* What is expected: Reproduce the entries in full and exactly. Pictures stay out.

* Supplied information:

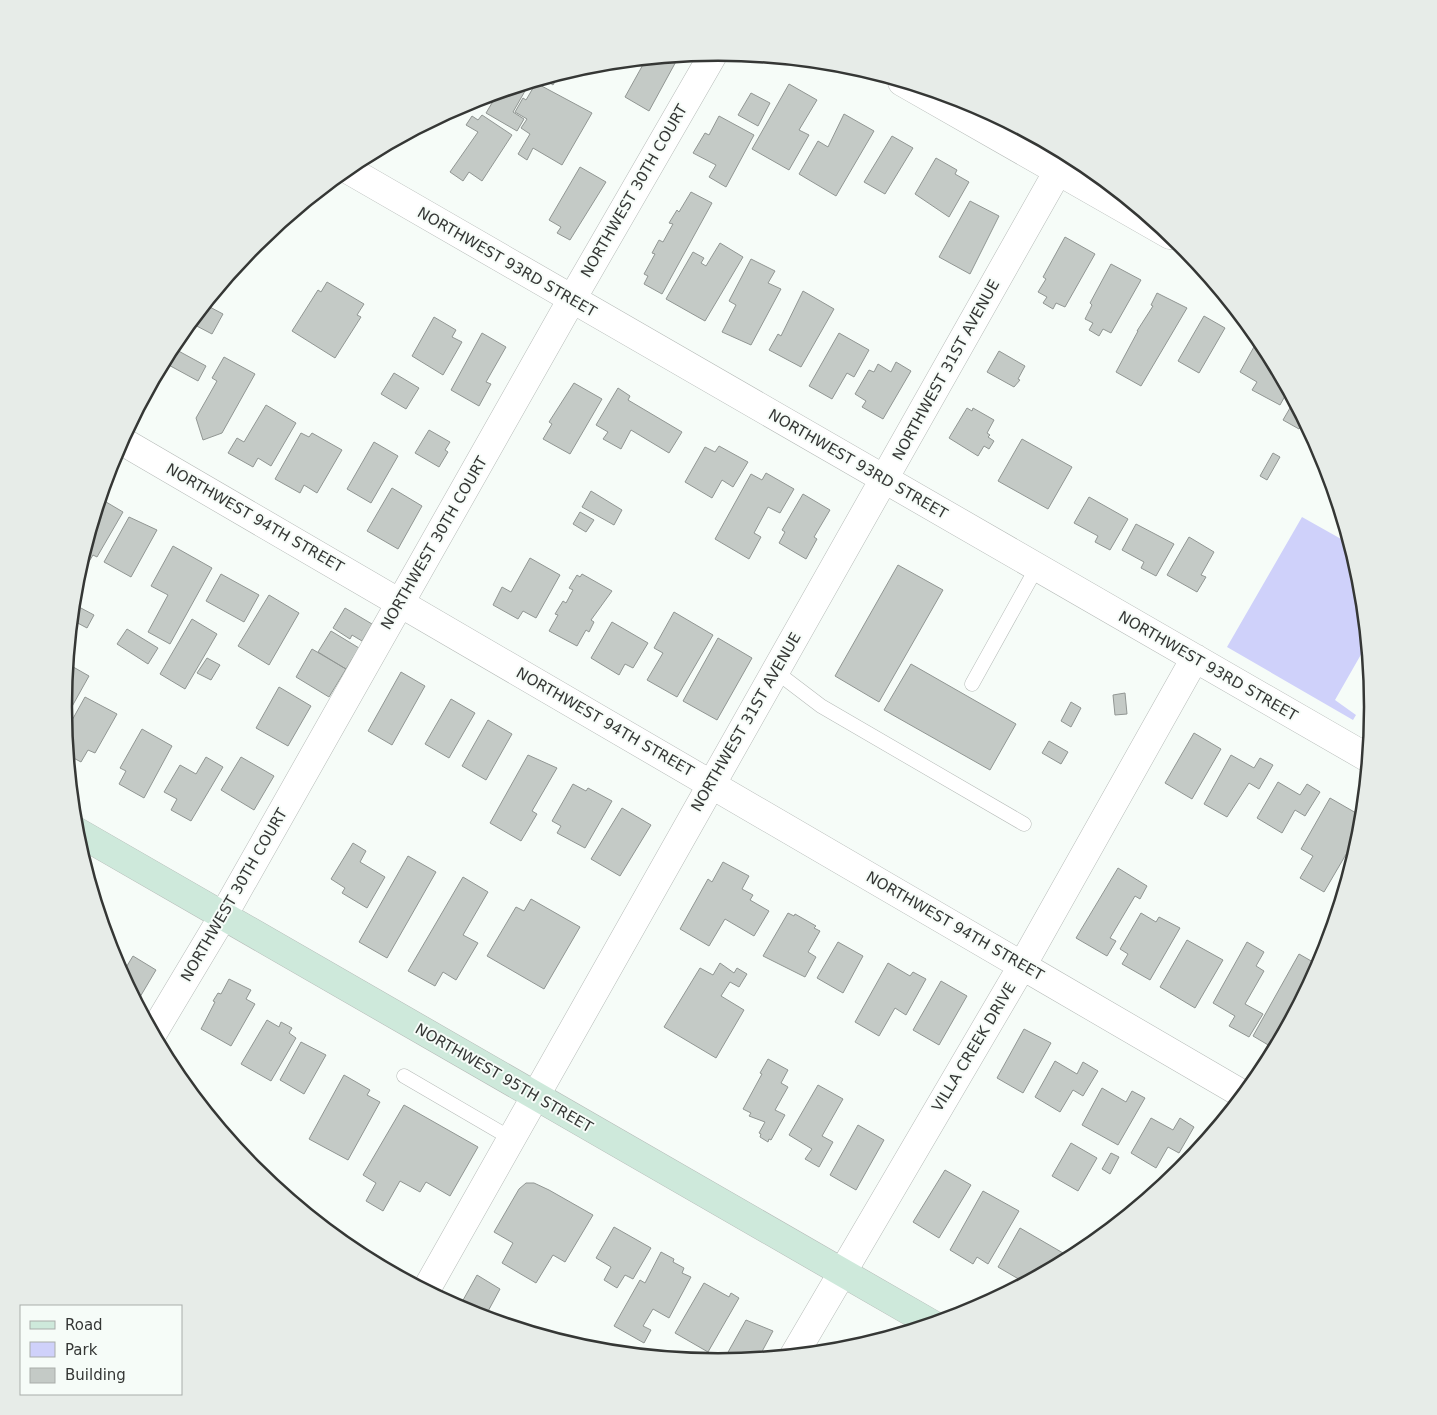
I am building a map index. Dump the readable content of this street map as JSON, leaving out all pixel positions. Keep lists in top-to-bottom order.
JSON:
{
  "streets": {
    "street": [
      "NORTHWEST 30TH COURT",
      "NORTHWEST 93RD STREET",
      "NORTHWEST 31ST AVENUE",
      "NORTHWEST 94TH STREET",
      "VILLA CREEK DRIVE",
      "NORTHWEST 95TH STREET"
    ]
  },
  "crossings": [
    ["NORTHWEST 30TH COURT", "NORTHWEST 93RD STREET"],
    ["NORTHWEST 30TH COURT", "NORTHWEST 94TH STREET"],
    ["NORTHWEST 30TH COURT", "NORTHWEST 95TH STREET"],
    ["NORTHWEST 93RD STREET", "NORTHWEST 31ST AVENUE"],
    ["NORTHWEST 93RD STREET", "VILLA CREEK DRIVE"],
    ["NORTHWEST 31ST AVENUE", "NORTHWEST 94TH STREET"],
    ["NORTHWEST 31ST AVENUE", "NORTHWEST 95TH STREET"],
    ["NORTHWEST 94TH STREET", "VILLA CREEK DRIVE"],
    ["VILLA CREEK DRIVE", "NORTHWEST 95TH STREET"]
  ],
  "legend": ["Road", "Park", "Building"]
}
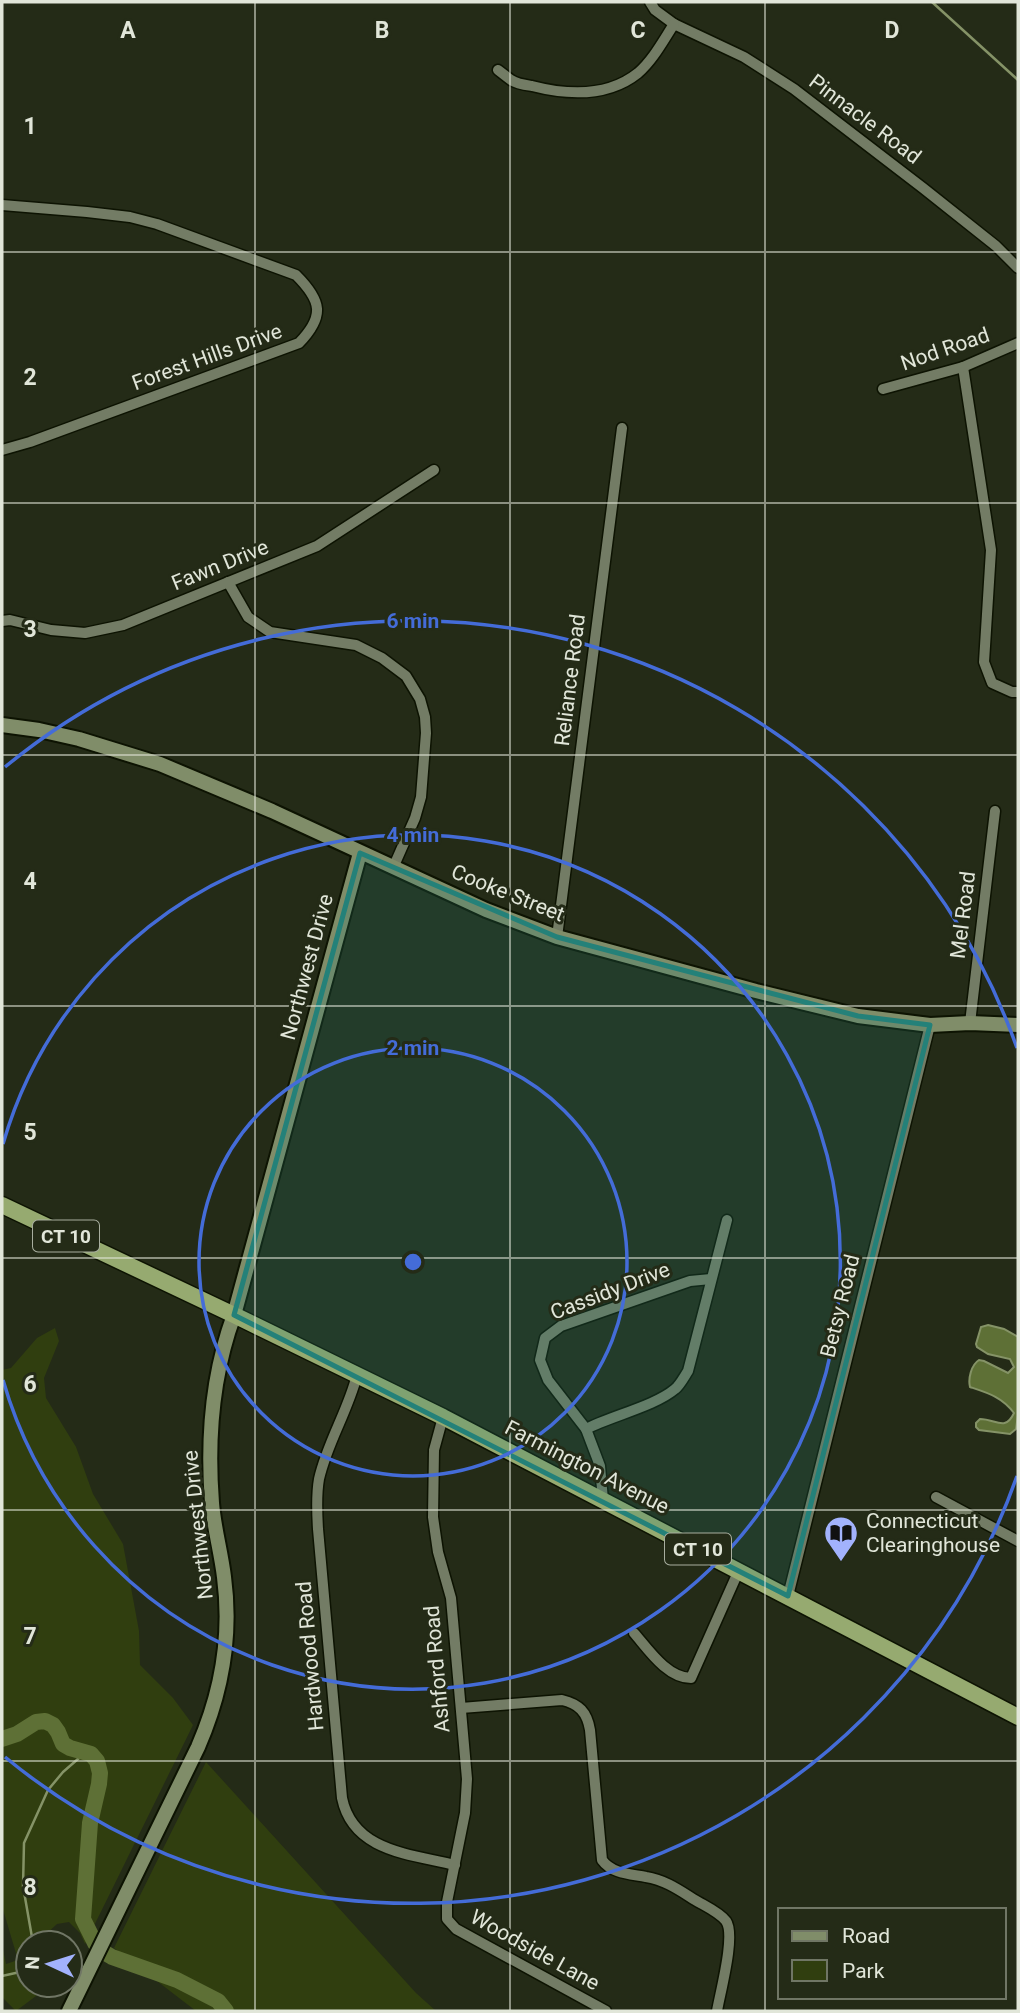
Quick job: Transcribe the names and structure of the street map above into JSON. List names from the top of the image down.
{
  "streets": {
    "highway": ["CT 10", "Farmington Avenue"],
    "main road": ["Cooke Street", "Northwest Drive"],
    "street": [
      "Pinnacle Road",
      "Nod Road",
      "Forest Hills Drive",
      "Fawn Drive",
      "Reliance Road",
      "Mel Road",
      "Cassidy Drive",
      "Betsy Road",
      "Hardwood Road",
      "Ashford Road",
      "Woodside Lane"
    ]
  },
  "crossings": [
    ["Reliance Road", "Cooke Street"],
    ["Cooke Street", "Mel Road"],
    ["Cooke Street", "Northwest Drive"],
    ["Cooke Street", "Betsy Road"],
    ["Northwest Drive", "Farmington Avenue"],
    ["Cassidy Drive", "Farmington Avenue"],
    ["Betsy Road", "Farmington Avenue"],
    ["Farmington Avenue", "Hardwood Road"],
    ["Farmington Avenue", "Ashford Road"],
    ["Hardwood Road", "Ashford Road"],
    ["Ashford Road", "Woodside Lane"]
  ],
  "places": {
    "library": ["Connecticut Clearinghouse"]
  },
  "legend": ["Road", "Park"],
  "north": "left",
  "grid": {
    "columns": [
      "A",
      "B",
      "C",
      "D"
    ],
    "rows": [
      "1",
      "2",
      "3",
      "4",
      "5",
      "6",
      "7",
      "8"
    ]
  },
  "rings": ["6 min", "4 min", "2 min"]
}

* Answer space:
I am building a map index. Dump the readable content of this street map as JSON, leaving out all pixel positions. Keep lists in top-to-bottom order.
JSON:
{
  "streets": {
    "street": [
      "NORTHWEST 30TH COURT",
      "NORTHWEST 93RD STREET",
      "NORTHWEST 31ST AVENUE",
      "NORTHWEST 94TH STREET",
      "VILLA CREEK DRIVE",
      "NORTHWEST 95TH STREET"
    ]
  },
  "crossings": [
    ["NORTHWEST 30TH COURT", "NORTHWEST 93RD STREET"],
    ["NORTHWEST 30TH COURT", "NORTHWEST 94TH STREET"],
    ["NORTHWEST 30TH COURT", "NORTHWEST 95TH STREET"],
    ["NORTHWEST 93RD STREET", "NORTHWEST 31ST AVENUE"],
    ["NORTHWEST 93RD STREET", "VILLA CREEK DRIVE"],
    ["NORTHWEST 31ST AVENUE", "NORTHWEST 94TH STREET"],
    ["NORTHWEST 31ST AVENUE", "NORTHWEST 95TH STREET"],
    ["NORTHWEST 94TH STREET", "VILLA CREEK DRIVE"],
    ["VILLA CREEK DRIVE", "NORTHWEST 95TH STREET"]
  ],
  "legend": ["Road", "Park", "Building"]
}
Quick job: Transcribe the names and structure of the street map above into JSON. List names from the top of the image down.
{
  "streets": {
    "highway": ["CT 10", "Farmington Avenue"],
    "main road": ["Cooke Street", "Northwest Drive"],
    "street": [
      "Pinnacle Road",
      "Nod Road",
      "Forest Hills Drive",
      "Fawn Drive",
      "Reliance Road",
      "Mel Road",
      "Cassidy Drive",
      "Betsy Road",
      "Hardwood Road",
      "Ashford Road",
      "Woodside Lane"
    ]
  },
  "crossings": [
    ["Reliance Road", "Cooke Street"],
    ["Cooke Street", "Mel Road"],
    ["Cooke Street", "Northwest Drive"],
    ["Cooke Street", "Betsy Road"],
    ["Northwest Drive", "Farmington Avenue"],
    ["Cassidy Drive", "Farmington Avenue"],
    ["Betsy Road", "Farmington Avenue"],
    ["Farmington Avenue", "Hardwood Road"],
    ["Farmington Avenue", "Ashford Road"],
    ["Hardwood Road", "Ashford Road"],
    ["Ashford Road", "Woodside Lane"]
  ],
  "places": {
    "library": ["Connecticut Clearinghouse"]
  },
  "legend": ["Road", "Park"],
  "north": "left",
  "grid": {
    "columns": [
      "A",
      "B",
      "C",
      "D"
    ],
    "rows": [
      "1",
      "2",
      "3",
      "4",
      "5",
      "6",
      "7",
      "8"
    ]
  },
  "rings": ["6 min", "4 min", "2 min"]
}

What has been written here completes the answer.